Mon «mentor», en ce premier jour d’une série de 10, pourrait être mon père. Il a pris l’air qu’il lui fallait après toutes ces années à travailler dans un pénitencier à sécurité maximale. Je le trouve calme, concentré sur ses tâches. Il le faut: nous sommes en plein début de la routine de jour de semaine dans un contrôle armé d’un pavillon cellulaire. Il fait sombre dans les contrôles. Presque toujours, des messages sont émis sur les ondes radio. Les boutons servant à ouvrir et à fermer les portes électriques des cellules s’allument comme sur le tableau de bord d’un Boeing. Elles sont toutes rouges… Rouge veut dire danger, car les cellules sont ouvertes.
Les détenus sont désormais tous en contact les uns avec les autres. Ils ont accès à des recoins où ils peuvent cacher des armes, se battre, se doper, déplacer leur broue2. Et ça se passe vite! Ils n’ont que quelques minutes avant que les portes ne se referment! On relaxera quand les lumières passeront au vert. C’est-à-dire quand les portes seront fermées! Les portes ne demeureront ouvertes que 10 minutes avant le prochain mouvement qui se fera au dîner. Ensuite, pour le compte de 16 h, le souper, le compte officiel en soirée, le retour aux activités et la fermeture à 23 h. Cette journée sera alors terminée… et la routine de nuit commencera. C’est ce que je comprends de ce qui est écrit sur le mur faisant face à la chaise du CX du contrôle. Ma débrouillardise m’aide beaucoup en ce moment…
CX est notre classification au sein de la fonction publique canadienne, et elle est exclusive aux gardiens des pénitenciers. Aucun autre fonctionnaire n’est classé ainsi, même de nos jours. Au cours de la décennie précédant mon embauche, il y avait des CX-2, des CX-4, des CX-6 et un CX-8 dans tous les établissements carcéraux du pays. Leur uniforme était kaki et le port de la casquette, obligatoire. Des insignes de grade aux épaules distinguaient le personnel en autorité et des épinglettes de tireurs d’élite ou autres distinctions pouvaient orner l’uniforme.

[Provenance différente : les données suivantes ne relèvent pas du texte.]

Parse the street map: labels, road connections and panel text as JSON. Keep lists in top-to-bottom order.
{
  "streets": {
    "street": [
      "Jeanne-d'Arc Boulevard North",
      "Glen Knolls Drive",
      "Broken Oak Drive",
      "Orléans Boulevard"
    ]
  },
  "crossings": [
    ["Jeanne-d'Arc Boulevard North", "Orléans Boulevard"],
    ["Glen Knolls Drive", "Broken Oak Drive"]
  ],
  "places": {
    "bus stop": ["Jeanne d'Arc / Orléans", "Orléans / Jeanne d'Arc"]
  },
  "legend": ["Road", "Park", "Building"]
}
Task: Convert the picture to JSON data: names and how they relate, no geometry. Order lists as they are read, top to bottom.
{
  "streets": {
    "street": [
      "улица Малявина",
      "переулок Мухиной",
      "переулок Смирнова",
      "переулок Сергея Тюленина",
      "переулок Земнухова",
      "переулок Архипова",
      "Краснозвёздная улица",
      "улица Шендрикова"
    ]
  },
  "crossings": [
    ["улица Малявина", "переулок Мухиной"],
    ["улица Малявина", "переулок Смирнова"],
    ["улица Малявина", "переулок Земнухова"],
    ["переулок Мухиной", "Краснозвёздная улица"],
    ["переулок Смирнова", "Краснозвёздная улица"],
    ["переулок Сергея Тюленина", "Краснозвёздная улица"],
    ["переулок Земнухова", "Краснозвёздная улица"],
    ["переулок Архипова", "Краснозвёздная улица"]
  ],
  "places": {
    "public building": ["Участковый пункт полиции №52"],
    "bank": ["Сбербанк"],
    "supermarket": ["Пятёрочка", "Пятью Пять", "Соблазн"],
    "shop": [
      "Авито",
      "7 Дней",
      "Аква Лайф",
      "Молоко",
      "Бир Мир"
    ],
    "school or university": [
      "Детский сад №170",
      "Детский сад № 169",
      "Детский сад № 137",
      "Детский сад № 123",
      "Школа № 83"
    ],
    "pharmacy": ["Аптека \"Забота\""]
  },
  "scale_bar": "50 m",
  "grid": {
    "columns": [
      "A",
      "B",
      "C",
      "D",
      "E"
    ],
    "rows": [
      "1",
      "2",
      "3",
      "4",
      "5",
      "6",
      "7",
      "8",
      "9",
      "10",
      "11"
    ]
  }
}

Rien de tout ça dorénavant, car notre uniforme est semblable pour tous, sans indications visibles de grades. L’uniforme vert à la militaire avait été remplacé depuis quelques années. Question d’image pour le SCC: il fallait un code vestimentaire différent de l’uniforme, qui rappelait trop celui des Forces armées. Nous étions à l’ère de la volonté de réhabilitation des criminels, au premier plan des budgets attribués au SCC par le ministère du Solliciteur général. J’ai l’impression que le budget des vêtements du personnel correctionnel est passé dans les compressions! D’une pierre deux coups selon cette nouvelle philosophie gouvernementale! Nous avions donc des pantalons de laine gris foncé et deux chemises, au choix, sans oublier les cardigans et chandails de laine marine, qui me donnaient plus l’allure d’une écolière que d’une figure d’autorité. Les agresseurs de jeunes femmes devaient se réjouir en ces temps-là, car la majorité des recrues féminines avaient environ 25 ans. Les cravates de styles et couleurs variés ainsi que les bottillons genre «Bozo le clown» complétaient notre tenue… fabriquée entièrement par des détenus!
Je suis convaincue aujourd’hui que la pire chose à faire pour donner envie à un criminel de reprendre le droit chemin du travail légal en société est de lui faire coudre des uniformes de screws3 à longueur de journée!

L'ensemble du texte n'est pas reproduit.